In 2020 Bracka 40 which debuted in her solo exhibition at Yamamoto Keiko Rochaix in London was purchased by Arts Council Art Collection and exhibited again as part of Right About Now exhibition, the most extensive display of Arts Council Collection acquisitions to date. Right About Now highlighted a diverse selection of 18 contemporary British art. Bracka 40 is part of the Arts Council touring exhibition Found Cities, Lost Objects; Women in the City, which opened in May 2022 at Birmingham Museum and Art Gallery, travelling to Southampton City Art Gallery and Leeds Art Gallery.

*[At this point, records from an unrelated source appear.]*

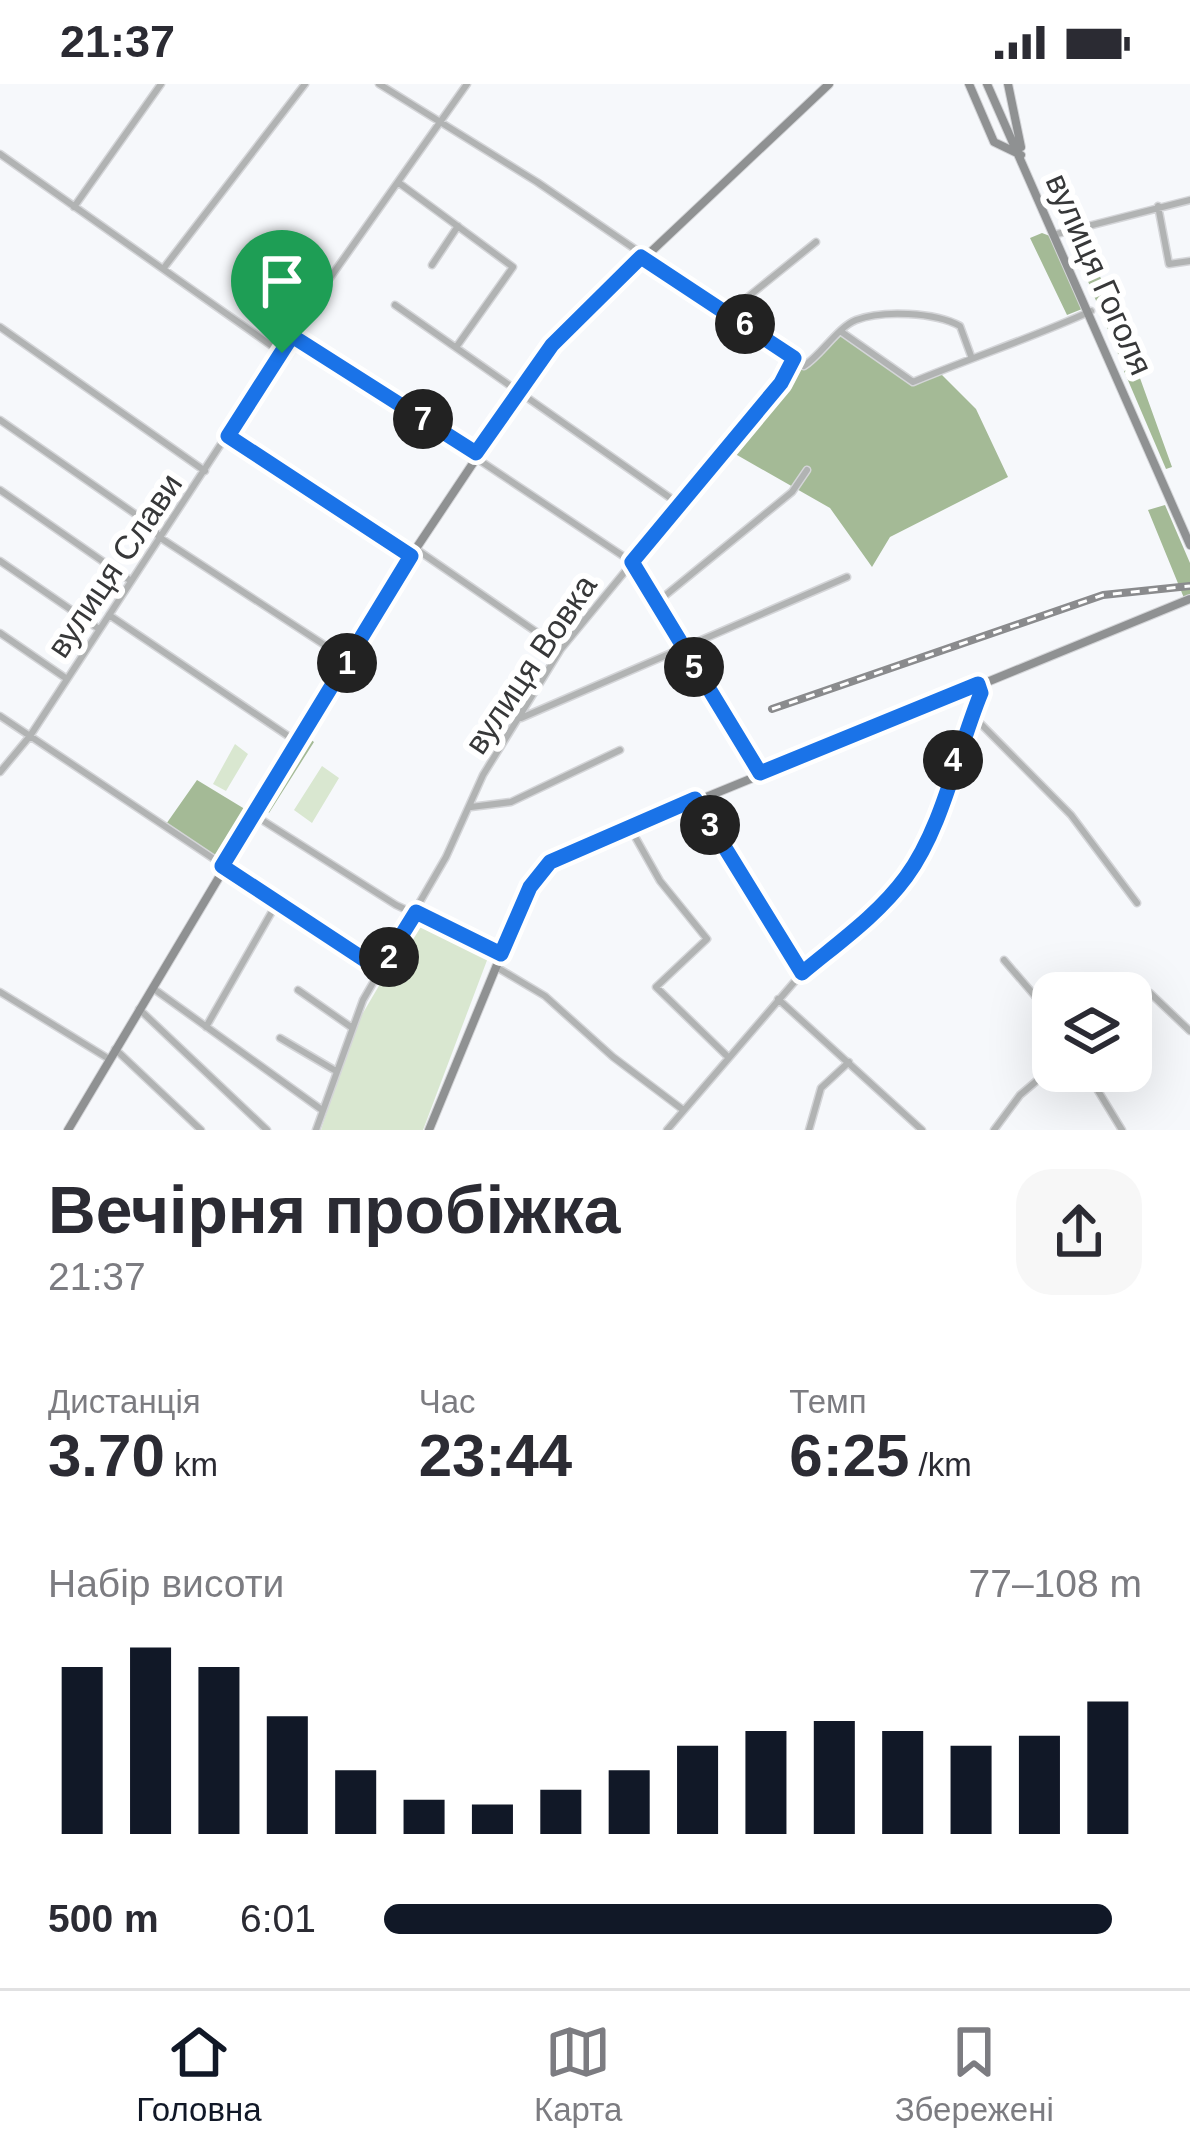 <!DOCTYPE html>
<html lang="uk">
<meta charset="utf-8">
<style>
:root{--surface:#fff;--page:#f7f7f7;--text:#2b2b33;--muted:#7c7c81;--line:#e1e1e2;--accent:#111827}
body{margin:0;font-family:Helvetica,sans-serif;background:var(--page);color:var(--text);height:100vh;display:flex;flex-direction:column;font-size:45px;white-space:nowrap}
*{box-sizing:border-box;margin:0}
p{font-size:39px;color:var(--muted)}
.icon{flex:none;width:66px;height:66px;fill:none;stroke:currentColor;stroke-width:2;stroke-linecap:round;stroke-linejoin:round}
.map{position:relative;height:1046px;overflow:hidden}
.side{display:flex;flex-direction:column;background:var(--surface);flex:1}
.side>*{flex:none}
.controls{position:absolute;left:1032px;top:888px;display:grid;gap:24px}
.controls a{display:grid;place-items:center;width:120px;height:120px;border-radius:24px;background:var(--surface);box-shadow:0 12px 48px #0002;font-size:60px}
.pin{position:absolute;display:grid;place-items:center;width:102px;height:102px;color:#fff;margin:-123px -51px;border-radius:50% 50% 50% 0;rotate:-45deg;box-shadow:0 0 12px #0007}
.pin .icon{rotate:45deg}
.km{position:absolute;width:60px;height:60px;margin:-30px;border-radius:50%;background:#222;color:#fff;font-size:33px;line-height:60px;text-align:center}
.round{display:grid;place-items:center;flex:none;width:126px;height:126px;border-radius:36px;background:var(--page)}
.headline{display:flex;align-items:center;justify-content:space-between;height:204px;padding:0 48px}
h1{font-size:66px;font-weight:700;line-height:90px}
.stats{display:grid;grid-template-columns:repeat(3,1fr);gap:18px;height:204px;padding:12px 48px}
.stats div{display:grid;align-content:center}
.stats b{font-size:60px;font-weight:700}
.stats small{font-size:33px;font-weight:400}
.stats p{font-size:33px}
.chart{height:336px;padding:24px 48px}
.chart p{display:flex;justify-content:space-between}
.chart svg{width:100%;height:216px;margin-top:12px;stroke:var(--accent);stroke-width:6}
ul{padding:0 48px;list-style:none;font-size:39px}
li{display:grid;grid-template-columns:192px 144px 1fr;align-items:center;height:90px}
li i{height:30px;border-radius:15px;background:var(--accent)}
.status{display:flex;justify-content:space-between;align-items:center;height:84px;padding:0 60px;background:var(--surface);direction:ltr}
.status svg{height:33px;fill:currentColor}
.dock{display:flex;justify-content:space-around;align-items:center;height:168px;border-top:3px solid var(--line);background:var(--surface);font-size:33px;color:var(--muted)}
.dock a{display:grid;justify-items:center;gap:6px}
.dock .current{color:var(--accent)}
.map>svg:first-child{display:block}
.green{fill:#d9e7d0}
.forest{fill:#a4ba96}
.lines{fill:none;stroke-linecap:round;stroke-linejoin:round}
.street-casing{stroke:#d4d5d8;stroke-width:9}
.secondary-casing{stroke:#d4d5d8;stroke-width:10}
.street{stroke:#b1b3b3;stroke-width:6}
.secondary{stroke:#8f9192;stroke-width:8}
.rail-casing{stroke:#8a8b8d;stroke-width:8}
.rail{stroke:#fff;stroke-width:3;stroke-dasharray:9;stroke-linecap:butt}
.route-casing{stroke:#fff;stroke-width:24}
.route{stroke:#1a73e8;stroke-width:15}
.labels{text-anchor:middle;stroke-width:12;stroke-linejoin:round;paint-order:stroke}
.street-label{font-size:33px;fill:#373839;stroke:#fff}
</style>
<div class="status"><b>21:37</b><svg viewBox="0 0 49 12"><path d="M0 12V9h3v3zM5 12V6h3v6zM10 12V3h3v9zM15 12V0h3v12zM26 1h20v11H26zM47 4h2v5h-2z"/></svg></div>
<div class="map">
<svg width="1190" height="1046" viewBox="0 0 1190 1046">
<rect width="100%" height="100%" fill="#f6f8fb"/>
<path class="green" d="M 235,660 L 248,670 L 226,707 L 213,700 Z
M 322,682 L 339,694 L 312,739 L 294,726 Z
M 417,837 L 489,871 L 423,1046 L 321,1046 L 353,946 Z"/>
<path class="forest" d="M 1081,145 L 1132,272 L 1121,277 L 1068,149 Z
M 1042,149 L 1050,152 L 1082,225 L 1067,231 L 1030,154 Z
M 843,249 L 913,297 L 938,287 L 976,325 L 1008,393 L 890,453 L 872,483 L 830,424 L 730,367 L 792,281 L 805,282 Z
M 1136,283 L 1172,383 L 1166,385 L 1124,287 Z
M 1165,421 L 1190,479 L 1190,510 L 1184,514 L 1148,426 Z
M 306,652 L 314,658 L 269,729 L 263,724 Z
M 197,696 L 253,730 L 222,782 L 164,743 Z"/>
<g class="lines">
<defs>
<path id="street" d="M 0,70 L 282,269
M 399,99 L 513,183 L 457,262
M 1158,122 L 1169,180 L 1190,177
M 74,123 L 161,0
M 1057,150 L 1190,116
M 432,181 L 458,142
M 163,185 L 305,0
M 395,221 L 679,420
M 728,229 L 816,158
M 0,243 L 205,387
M 843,249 L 913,298 C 973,273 1032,254 1091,227
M 293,252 L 632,478 L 760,689
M 804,282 C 821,271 838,243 856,236 C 882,226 935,228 960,242 L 971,272
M 0,336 L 151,441 L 159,453 L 349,577
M 229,352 L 411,472
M 0,406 L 131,497
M 416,465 L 561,565
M 0,477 L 99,545
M 656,519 L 792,408 L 807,386
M 109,531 L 297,658
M 0,549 L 67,595
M 972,631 L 1071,731 L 1137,819
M 0,632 L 380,886
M 521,634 L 847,493
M 0,688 L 30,652 L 325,201 L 467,0
M 695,715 L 802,889
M 471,723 L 511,718 L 620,666
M 254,731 L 396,821 L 501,870
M 629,742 L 660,797 L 707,855 L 656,903 L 726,971
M 1004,876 L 1053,933
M 496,883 L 545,912 L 613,973 L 682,1025
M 154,905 L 322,1026
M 298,906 L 351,943
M 0,908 L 109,975
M 1150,909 L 1190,947
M 778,915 L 922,1046
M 139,925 L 267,1046
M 206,943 L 278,817
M 280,954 L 336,987
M 115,965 L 201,1046
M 1086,987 L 1122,1046
M 316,1046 L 363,916 L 446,773 L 483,691 L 561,565 L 779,301 L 794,274 L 537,98 L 379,0
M 667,1046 L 802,889 L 881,822 L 907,792 L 930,750 L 981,609 L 978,600
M 809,1046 L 821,1004 L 849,978
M 994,1046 L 1020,1011 L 1053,983"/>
<path id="secondary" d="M 969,0 L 994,58 L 1021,71
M 987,0 L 1190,461
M 1008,0 L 1021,63
M 68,1046 L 411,472 L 552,261 L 829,0
M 429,1046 L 529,803 L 550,777 L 1190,515"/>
</defs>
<use href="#street" class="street-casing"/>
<use href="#secondary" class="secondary-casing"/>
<use href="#street" class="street"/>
<use href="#secondary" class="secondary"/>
<defs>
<path id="rail" d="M 772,625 L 1103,511 L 1190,502"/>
</defs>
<use href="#rail" class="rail-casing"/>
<use href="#rail" class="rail"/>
</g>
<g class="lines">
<defs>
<path id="route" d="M 641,173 L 794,274 L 781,299 L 632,478 L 760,689 L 978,600 L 981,609 C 957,667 943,743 906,793 C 878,831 838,859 802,889 L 695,715 L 550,778 L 530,803 L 501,870 L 416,828 L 380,886 L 222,782 L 411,472 L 228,352 L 292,252 L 476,369 L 552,261 Z"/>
</defs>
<use href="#route" class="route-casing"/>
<use href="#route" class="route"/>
</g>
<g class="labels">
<g class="street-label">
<text transform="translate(1100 190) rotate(66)" y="12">вулиця Гоголя</text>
<text transform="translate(114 481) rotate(-56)" y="12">вулиця Слави</text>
<text transform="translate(530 580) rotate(-56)" y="12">вулиця Вовка</text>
</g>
</g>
</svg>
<div class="controls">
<a><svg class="icon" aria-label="layers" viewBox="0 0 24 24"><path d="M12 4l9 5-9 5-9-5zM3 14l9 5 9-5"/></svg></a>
</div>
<div class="pin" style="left:282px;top:269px;background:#1e9e55"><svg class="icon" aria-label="arrive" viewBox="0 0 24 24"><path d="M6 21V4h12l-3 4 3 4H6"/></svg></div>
<b class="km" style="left:347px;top:579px">1</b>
<b class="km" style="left:389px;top:873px">2</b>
<b class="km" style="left:710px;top:741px">3</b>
<b class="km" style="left:953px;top:676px">4</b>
<b class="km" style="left:694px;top:583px">5</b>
<b class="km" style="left:745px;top:240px">6</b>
<b class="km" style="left:423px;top:335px">7</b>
</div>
<section class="side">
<div class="headline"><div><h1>Вечірня пробіжка</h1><p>21:37</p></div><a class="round"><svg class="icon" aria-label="share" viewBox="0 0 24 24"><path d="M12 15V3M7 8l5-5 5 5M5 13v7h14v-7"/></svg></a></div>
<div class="stats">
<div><p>Дистанція</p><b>3.70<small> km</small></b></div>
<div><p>Час</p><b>23:44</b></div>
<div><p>Темп</p><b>6:25<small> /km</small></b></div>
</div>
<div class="chart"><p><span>Набір висоти</span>77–108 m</p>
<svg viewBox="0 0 160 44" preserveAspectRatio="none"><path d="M5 44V10M15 44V6M25 44V10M35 44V20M45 44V31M55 44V37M65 44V38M75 44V35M85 44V31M95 44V26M105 44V23M115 44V21M125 44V23M135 44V26M145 44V24M155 44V17"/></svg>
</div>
<ul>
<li><b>500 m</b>6:01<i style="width:96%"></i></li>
</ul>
</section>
<nav class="dock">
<a class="current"><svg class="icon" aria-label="home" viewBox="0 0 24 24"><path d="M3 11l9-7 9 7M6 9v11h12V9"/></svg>Головна</a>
<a><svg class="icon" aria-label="map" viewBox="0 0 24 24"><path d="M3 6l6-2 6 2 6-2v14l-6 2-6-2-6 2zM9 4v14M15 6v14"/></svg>Карта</a>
<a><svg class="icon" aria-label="saved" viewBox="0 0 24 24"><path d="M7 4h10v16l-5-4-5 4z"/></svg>Збережені</a>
</nav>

The grants she has received include: Artists’ International Development Fund – British Council and Arts Council England – Grants for the Arts for her Istanbul Sound Impressions and Kraków to Venice in 12h projects. In 2015 she won the Hamelin Polska Award at the International Print Triennial – Kraków. Her printmaking works are in collections in the Printmaking Museum in Shenzhen, China and the Kraków International Print Triennial Collection, Kraków, Poland.
In 2021 Magda made significant contributions to the Lubaina Himid exhibition and catalogue at Tate Modern by creating five sonic environments within the architecture of the museum spaces.
She is continuing to work collaboratively with Lubaina Himid on sound installation and printmaking. In 2022 she was commissioned by Van Abbe Museum in Eindhoven to compose an 8-channel sound installation in response to Lubaina Himid’s series of paintings titled Zanzibar from 1998. This was part of ‘Rewinding Internationalism’, an exhibition and research project.